* **What is being asked**
Select the lines of the records containing the word "scale" and list them.

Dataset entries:
◆ ◆ ◆ ◆ ◆

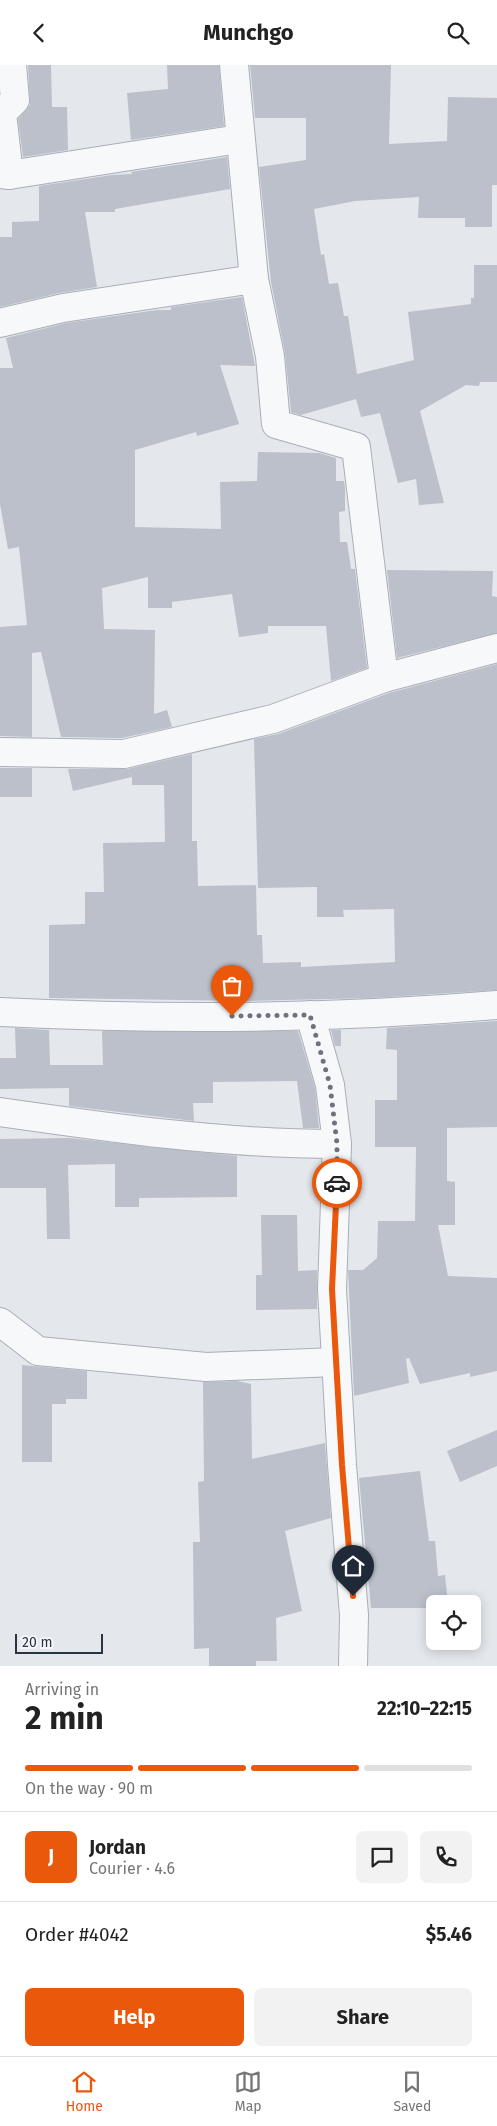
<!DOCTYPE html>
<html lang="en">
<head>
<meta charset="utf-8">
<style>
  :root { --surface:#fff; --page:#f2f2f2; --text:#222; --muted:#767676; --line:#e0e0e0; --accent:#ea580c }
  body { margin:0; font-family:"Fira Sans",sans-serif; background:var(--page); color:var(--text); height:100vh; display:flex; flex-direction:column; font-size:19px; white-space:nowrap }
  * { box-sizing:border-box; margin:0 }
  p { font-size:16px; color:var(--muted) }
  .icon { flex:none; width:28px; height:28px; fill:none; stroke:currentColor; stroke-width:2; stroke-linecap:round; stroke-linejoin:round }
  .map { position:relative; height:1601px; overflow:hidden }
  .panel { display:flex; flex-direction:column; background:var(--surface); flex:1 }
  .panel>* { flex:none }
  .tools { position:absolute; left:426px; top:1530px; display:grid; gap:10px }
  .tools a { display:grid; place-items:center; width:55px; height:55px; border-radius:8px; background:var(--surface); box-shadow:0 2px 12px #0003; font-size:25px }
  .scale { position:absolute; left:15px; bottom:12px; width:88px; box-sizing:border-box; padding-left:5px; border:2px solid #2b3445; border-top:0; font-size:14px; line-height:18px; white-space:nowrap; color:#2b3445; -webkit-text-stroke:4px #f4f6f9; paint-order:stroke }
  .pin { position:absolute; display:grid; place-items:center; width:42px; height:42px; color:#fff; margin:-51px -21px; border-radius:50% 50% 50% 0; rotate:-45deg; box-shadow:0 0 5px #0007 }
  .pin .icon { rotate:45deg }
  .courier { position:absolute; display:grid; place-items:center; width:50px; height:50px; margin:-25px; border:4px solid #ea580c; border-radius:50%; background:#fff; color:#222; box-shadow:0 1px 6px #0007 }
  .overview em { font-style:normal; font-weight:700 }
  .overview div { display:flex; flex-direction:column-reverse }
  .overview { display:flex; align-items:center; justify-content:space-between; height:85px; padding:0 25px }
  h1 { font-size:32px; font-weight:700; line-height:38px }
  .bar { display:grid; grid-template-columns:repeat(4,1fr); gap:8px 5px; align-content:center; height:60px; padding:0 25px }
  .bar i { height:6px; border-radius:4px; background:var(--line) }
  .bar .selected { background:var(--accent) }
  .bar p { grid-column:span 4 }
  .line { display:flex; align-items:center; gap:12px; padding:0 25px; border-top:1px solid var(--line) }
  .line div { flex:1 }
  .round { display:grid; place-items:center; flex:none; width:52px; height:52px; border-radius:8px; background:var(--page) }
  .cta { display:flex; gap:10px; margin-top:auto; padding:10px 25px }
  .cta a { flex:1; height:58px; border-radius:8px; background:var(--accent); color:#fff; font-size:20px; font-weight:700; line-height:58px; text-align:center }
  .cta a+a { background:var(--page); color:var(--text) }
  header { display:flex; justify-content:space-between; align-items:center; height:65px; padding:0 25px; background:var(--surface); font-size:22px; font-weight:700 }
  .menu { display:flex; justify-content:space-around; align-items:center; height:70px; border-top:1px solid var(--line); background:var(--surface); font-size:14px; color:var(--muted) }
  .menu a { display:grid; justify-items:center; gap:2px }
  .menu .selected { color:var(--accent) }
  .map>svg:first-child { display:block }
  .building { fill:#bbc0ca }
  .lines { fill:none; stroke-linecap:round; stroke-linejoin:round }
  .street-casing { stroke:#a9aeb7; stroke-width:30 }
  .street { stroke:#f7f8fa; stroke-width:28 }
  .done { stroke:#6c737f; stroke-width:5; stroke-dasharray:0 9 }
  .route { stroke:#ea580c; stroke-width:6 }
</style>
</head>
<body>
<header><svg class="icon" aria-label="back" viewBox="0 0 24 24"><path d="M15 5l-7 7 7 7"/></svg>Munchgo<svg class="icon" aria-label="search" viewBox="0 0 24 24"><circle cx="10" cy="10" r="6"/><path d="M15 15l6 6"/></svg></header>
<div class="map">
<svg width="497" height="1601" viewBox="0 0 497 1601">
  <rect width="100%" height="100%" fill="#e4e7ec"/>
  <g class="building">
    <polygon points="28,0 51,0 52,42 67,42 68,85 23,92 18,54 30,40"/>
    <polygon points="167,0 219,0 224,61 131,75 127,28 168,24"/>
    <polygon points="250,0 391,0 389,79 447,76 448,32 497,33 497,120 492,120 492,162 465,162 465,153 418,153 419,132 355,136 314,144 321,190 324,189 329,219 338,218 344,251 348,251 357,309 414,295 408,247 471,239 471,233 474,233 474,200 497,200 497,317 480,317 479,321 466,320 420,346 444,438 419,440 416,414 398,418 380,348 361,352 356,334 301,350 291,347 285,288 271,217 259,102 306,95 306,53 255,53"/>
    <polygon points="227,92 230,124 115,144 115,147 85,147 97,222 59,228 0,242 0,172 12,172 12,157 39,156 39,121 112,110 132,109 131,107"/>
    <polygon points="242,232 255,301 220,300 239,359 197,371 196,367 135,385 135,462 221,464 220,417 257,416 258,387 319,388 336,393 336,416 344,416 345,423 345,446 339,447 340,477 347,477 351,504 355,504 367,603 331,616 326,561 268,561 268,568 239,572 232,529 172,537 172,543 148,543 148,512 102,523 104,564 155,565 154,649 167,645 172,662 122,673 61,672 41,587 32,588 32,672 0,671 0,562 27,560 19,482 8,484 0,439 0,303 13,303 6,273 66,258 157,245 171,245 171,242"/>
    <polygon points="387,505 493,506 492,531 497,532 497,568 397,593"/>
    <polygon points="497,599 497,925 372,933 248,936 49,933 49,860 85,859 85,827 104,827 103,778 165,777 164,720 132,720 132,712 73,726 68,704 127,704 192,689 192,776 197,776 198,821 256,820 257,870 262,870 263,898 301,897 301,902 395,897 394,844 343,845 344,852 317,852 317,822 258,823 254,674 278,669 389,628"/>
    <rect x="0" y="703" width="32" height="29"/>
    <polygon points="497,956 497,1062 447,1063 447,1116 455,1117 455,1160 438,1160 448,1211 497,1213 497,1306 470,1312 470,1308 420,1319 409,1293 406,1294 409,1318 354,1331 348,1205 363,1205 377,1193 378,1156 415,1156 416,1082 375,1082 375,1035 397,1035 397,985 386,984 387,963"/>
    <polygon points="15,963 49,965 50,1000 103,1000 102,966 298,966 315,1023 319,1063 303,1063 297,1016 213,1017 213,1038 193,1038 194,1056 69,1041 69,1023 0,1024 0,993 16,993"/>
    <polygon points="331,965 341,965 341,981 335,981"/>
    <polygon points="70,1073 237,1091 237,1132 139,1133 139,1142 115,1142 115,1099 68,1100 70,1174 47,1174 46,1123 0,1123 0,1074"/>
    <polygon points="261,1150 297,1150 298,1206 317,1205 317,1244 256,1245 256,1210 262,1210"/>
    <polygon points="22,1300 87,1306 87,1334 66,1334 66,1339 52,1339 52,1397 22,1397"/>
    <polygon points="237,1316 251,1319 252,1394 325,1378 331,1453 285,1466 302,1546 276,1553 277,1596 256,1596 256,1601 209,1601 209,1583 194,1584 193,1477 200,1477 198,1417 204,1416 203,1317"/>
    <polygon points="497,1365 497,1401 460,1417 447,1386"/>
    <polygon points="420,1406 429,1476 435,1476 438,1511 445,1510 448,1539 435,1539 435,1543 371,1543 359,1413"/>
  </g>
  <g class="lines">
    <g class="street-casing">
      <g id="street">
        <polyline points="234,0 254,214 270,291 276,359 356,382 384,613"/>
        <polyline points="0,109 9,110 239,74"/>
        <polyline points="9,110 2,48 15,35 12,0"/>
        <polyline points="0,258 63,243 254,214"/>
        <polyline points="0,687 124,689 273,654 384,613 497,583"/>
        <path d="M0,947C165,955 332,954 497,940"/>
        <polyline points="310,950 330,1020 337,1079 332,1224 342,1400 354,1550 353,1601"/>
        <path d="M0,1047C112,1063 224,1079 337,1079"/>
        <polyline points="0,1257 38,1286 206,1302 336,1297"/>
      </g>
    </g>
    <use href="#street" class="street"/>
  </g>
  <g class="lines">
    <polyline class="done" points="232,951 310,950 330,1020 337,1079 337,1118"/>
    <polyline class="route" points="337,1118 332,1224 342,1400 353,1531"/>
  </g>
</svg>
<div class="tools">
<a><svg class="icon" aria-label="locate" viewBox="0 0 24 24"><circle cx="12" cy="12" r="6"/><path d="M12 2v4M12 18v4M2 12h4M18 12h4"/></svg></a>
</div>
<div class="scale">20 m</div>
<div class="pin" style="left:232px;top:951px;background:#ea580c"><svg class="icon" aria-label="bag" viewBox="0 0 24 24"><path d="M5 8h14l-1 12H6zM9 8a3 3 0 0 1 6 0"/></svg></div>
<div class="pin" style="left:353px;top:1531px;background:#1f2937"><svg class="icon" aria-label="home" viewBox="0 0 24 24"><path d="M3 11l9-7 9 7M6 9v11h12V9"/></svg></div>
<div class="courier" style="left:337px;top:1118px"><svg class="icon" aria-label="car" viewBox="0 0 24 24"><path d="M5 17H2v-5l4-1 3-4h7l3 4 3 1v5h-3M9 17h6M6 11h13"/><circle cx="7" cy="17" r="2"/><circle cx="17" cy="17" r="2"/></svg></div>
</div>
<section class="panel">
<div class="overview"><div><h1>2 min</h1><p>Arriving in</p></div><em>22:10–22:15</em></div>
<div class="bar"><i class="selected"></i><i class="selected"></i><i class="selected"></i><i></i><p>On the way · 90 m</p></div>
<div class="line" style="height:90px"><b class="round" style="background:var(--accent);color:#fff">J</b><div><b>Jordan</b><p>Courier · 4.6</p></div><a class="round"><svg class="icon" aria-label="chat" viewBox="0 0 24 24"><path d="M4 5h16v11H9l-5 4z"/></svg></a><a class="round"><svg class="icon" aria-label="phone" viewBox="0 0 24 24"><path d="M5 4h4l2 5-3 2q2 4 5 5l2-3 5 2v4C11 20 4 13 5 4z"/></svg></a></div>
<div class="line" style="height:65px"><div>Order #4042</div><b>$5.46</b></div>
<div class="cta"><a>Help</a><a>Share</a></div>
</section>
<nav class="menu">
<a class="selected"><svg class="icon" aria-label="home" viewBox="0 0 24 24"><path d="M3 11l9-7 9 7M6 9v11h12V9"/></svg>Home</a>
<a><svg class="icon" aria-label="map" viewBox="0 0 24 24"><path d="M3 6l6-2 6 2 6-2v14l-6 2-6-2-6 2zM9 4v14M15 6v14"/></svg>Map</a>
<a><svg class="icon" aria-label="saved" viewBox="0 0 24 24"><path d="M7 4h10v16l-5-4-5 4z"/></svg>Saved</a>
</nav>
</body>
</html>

◆ ◆ ◆ ◆ ◆

* **Your response**
  .scale { position:absolute; left:15px; bottom:12px; width:88px; box-sizing:border-box; padding-left:5px; border:2px solid #2b3445; border-top:0; font-size:14px; line-height:18px; white-space:nowrap; color:#2b3445; -webkit-text-stroke:4px #f4f6f9; paint-order:stroke }
<div class="scale">20 m</div>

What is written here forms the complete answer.